Interesting stuff from July 12 to August 7

The periodic roundup:

  • Do Things that Don’t Scale – Technologist and venture capitalist Paul Graham with advice for start-ups (it IS his game, after all) … it’s the stuff that can’t be automated that makes a difference, so do that.
  • How Drucker Thought About Complexity – You could be forgiven for thinking that since Peter Drucker worked in a simpler time, his thinking might not apply in our more complex environments these days. You’d be wrong … check out what John Hagel III has to say (read it quickly – it’s a limited access HBR article)
  • Overcoming the Barriers to Enterprise Collaboration – All the time I’ve been involved with technology, people and organisations have been pre-occupied with technology as a “silver bullet”, the magical answer to their problem(s) – enterprise social/social business has been no different. This is a reasonably balanced view of enterprise social media, and where/how it might help with your collaboration efforts
  • Robert McNamara and the Dangers of Big Data at Ford and in the Vietnam War – “McNamara felt he could comprehend what was happening on the ground only by staring at a spreadsheet—at all those orderly rows and columns, calculations and charts, whose mastery seemed to bring him one standard deviation closer to God.” Big data can be a powerful tool, but sometimes what you really need is eyeballs on the ground, where people do real things … either that, or we all just become part of the body count

 

Enterprise Architecture vs Social Business

[A long-overdue post on the New Enterprise]

I’m deeply interested in the potentially disruptive effects of “social media” on the enterprise as we know it.
I’m also an enterprise architect – into governance, imposing some discipline, big-picture strategy, technology roadmaps, and the like.
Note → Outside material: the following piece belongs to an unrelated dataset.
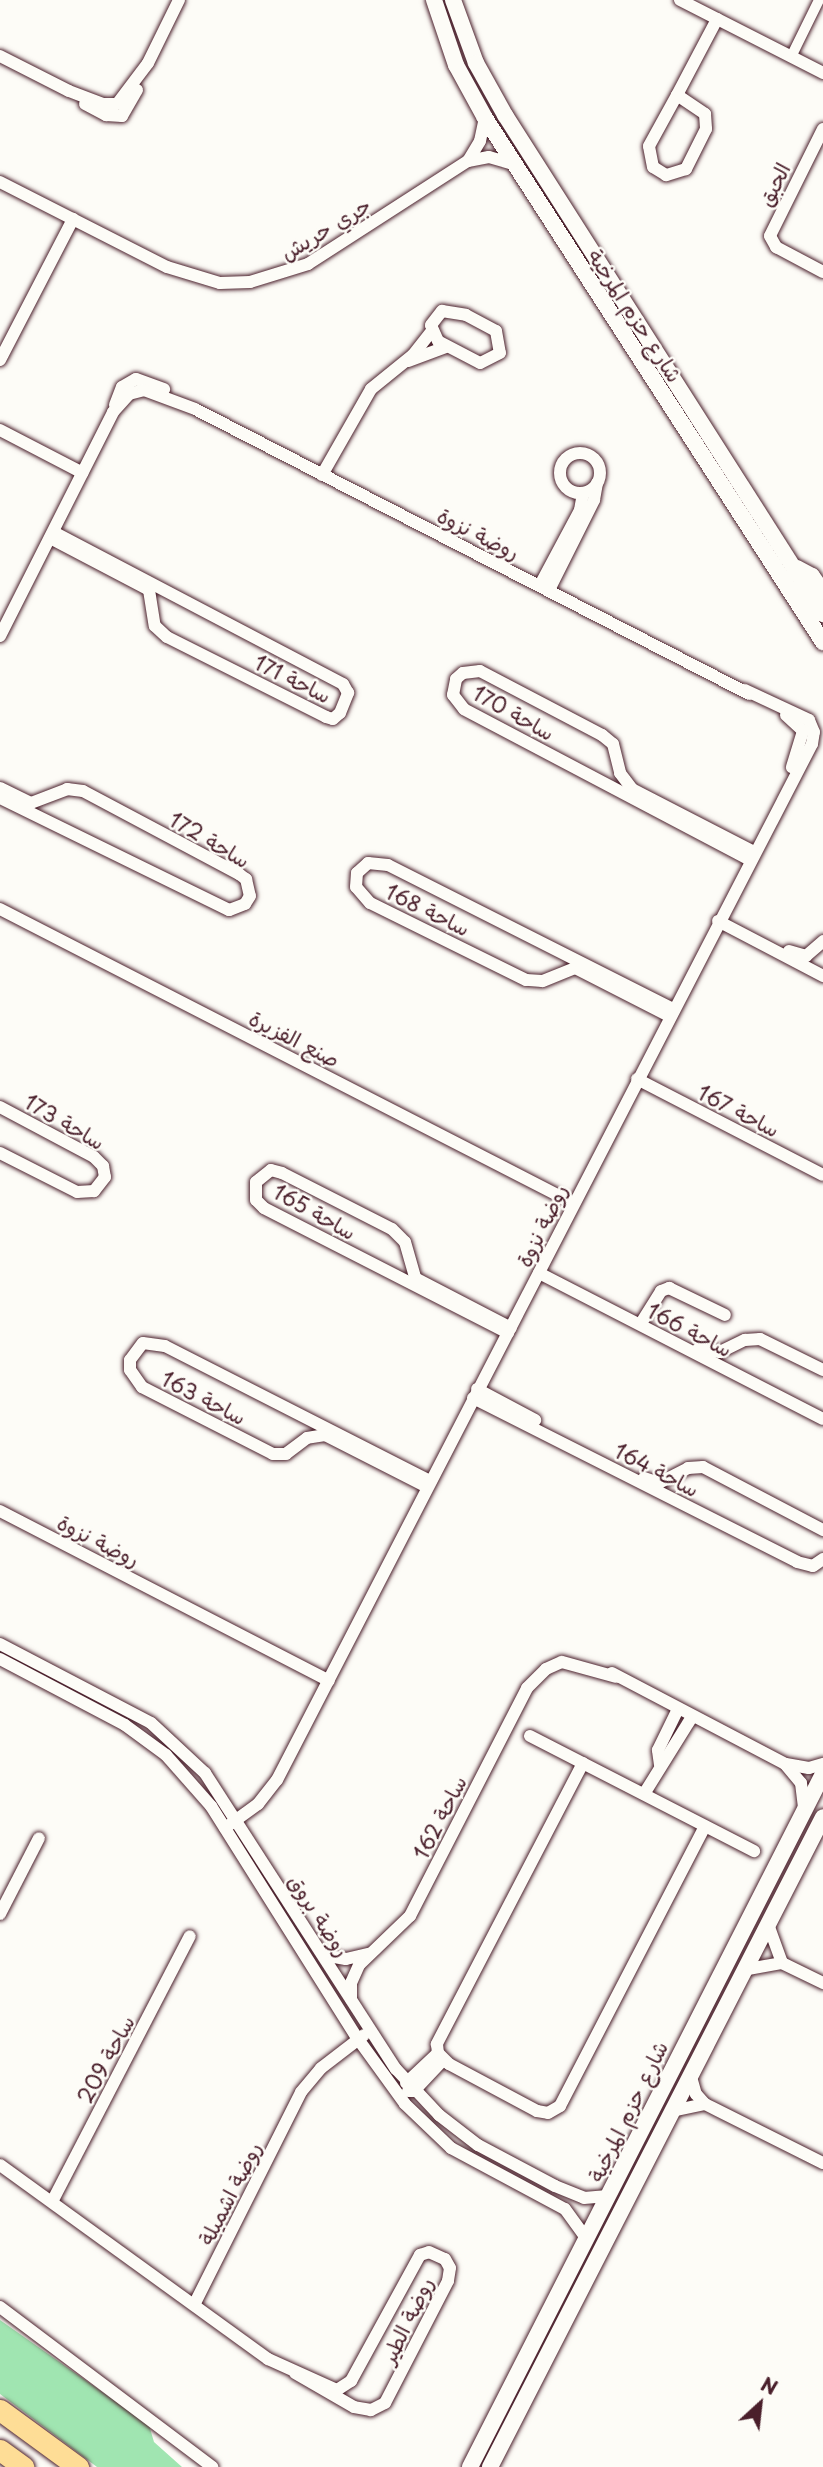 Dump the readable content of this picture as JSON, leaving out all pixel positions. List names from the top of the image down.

How do I reconcile those two interests?

Some context:
Harold Jarche speaks about some of the changes in work in the 21st century, and notes that knowledge and learning in enterprise are now group pursuits, because …

Individual learning in organizations is basically irrelevant because work is almost never done by one person. All organizational value is created by teams and networks. Furthermore, learning may be generated in teams but even this type of knowledge comes and goes. Learning really spreads through social networks. Social networks are the primary conduit for effective organizational performance. Blocking, or circumventing, social networks slows learning, reduces effectiveness and may in the end kill the organization.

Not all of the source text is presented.